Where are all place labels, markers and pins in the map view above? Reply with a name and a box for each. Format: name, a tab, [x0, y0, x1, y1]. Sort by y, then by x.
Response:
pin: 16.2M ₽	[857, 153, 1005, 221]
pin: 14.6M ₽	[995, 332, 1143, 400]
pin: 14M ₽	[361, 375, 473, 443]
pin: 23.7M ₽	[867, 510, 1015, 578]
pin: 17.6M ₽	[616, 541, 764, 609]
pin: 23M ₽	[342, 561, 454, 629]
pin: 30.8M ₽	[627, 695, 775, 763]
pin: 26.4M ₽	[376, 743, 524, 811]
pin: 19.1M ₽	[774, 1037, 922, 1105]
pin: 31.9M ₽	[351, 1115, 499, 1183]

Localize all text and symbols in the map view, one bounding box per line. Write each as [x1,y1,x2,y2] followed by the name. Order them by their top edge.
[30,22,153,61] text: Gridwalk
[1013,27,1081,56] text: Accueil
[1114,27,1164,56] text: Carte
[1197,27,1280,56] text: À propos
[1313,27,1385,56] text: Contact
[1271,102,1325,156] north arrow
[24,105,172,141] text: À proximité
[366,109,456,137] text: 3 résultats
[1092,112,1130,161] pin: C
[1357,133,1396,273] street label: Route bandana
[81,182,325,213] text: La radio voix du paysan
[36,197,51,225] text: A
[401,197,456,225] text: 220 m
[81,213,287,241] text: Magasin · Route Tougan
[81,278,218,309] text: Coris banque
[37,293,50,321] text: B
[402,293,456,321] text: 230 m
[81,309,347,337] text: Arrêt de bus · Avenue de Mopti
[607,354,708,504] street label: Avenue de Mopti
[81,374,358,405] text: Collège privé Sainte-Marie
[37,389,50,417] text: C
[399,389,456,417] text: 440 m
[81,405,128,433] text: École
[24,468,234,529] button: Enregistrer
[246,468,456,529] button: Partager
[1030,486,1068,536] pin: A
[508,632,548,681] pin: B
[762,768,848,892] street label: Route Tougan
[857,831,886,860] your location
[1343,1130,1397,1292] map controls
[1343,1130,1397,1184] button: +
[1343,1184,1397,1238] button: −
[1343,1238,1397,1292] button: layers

TASK ITEM
Write out the complete listing above, exactly as it reads.

ANSWER FOR THE TASK
Where are all place labels, markers and pins in the map view above? Reply with a name and a box for each. Format: name, a tab, [x0, y0, x1, y1]. Sort by y, then by x.
Response:
pin: 16.2M ₽	[857, 153, 1005, 221]
pin: 14.6M ₽	[995, 332, 1143, 400]
pin: 14M ₽	[361, 375, 473, 443]
pin: 23.7M ₽	[867, 510, 1015, 578]
pin: 17.6M ₽	[616, 541, 764, 609]
pin: 23M ₽	[342, 561, 454, 629]
pin: 30.8M ₽	[627, 695, 775, 763]
pin: 26.4M ₽	[376, 743, 524, 811]
pin: 19.1M ₽	[774, 1037, 922, 1105]
pin: 31.9M ₽	[351, 1115, 499, 1183]

Localize all text and symbols in the map view, one bounding box per line. Write each as [x1,y1,x2,y2] followed by the name. Order them by their top edge.
[30,22,153,61] text: Gridwalk
[1013,27,1081,56] text: Accueil
[1114,27,1164,56] text: Carte
[1197,27,1280,56] text: À propos
[1313,27,1385,56] text: Contact
[1271,102,1325,156] north arrow
[24,105,172,141] text: À proximité
[366,109,456,137] text: 3 résultats
[1092,112,1130,161] pin: C
[1357,133,1396,273] street label: Route bandana
[81,182,325,213] text: La radio voix du paysan
[36,197,51,225] text: A
[401,197,456,225] text: 220 m
[81,213,287,241] text: Magasin · Route Tougan
[81,278,218,309] text: Coris banque
[37,293,50,321] text: B
[402,293,456,321] text: 230 m
[81,309,347,337] text: Arrêt de bus · Avenue de Mopti
[607,354,708,504] street label: Avenue de Mopti
[81,374,358,405] text: Collège privé Sainte-Marie
[37,389,50,417] text: C
[399,389,456,417] text: 440 m
[81,405,128,433] text: École
[24,468,234,529] button: Enregistrer
[246,468,456,529] button: Partager
[1030,486,1068,536] pin: A
[508,632,548,681] pin: B
[762,768,848,892] street label: Route Tougan
[857,831,886,860] your location
[1343,1130,1397,1292] map controls
[1343,1130,1397,1184] button: +
[1343,1184,1397,1238] button: −
[1343,1238,1397,1292] button: layers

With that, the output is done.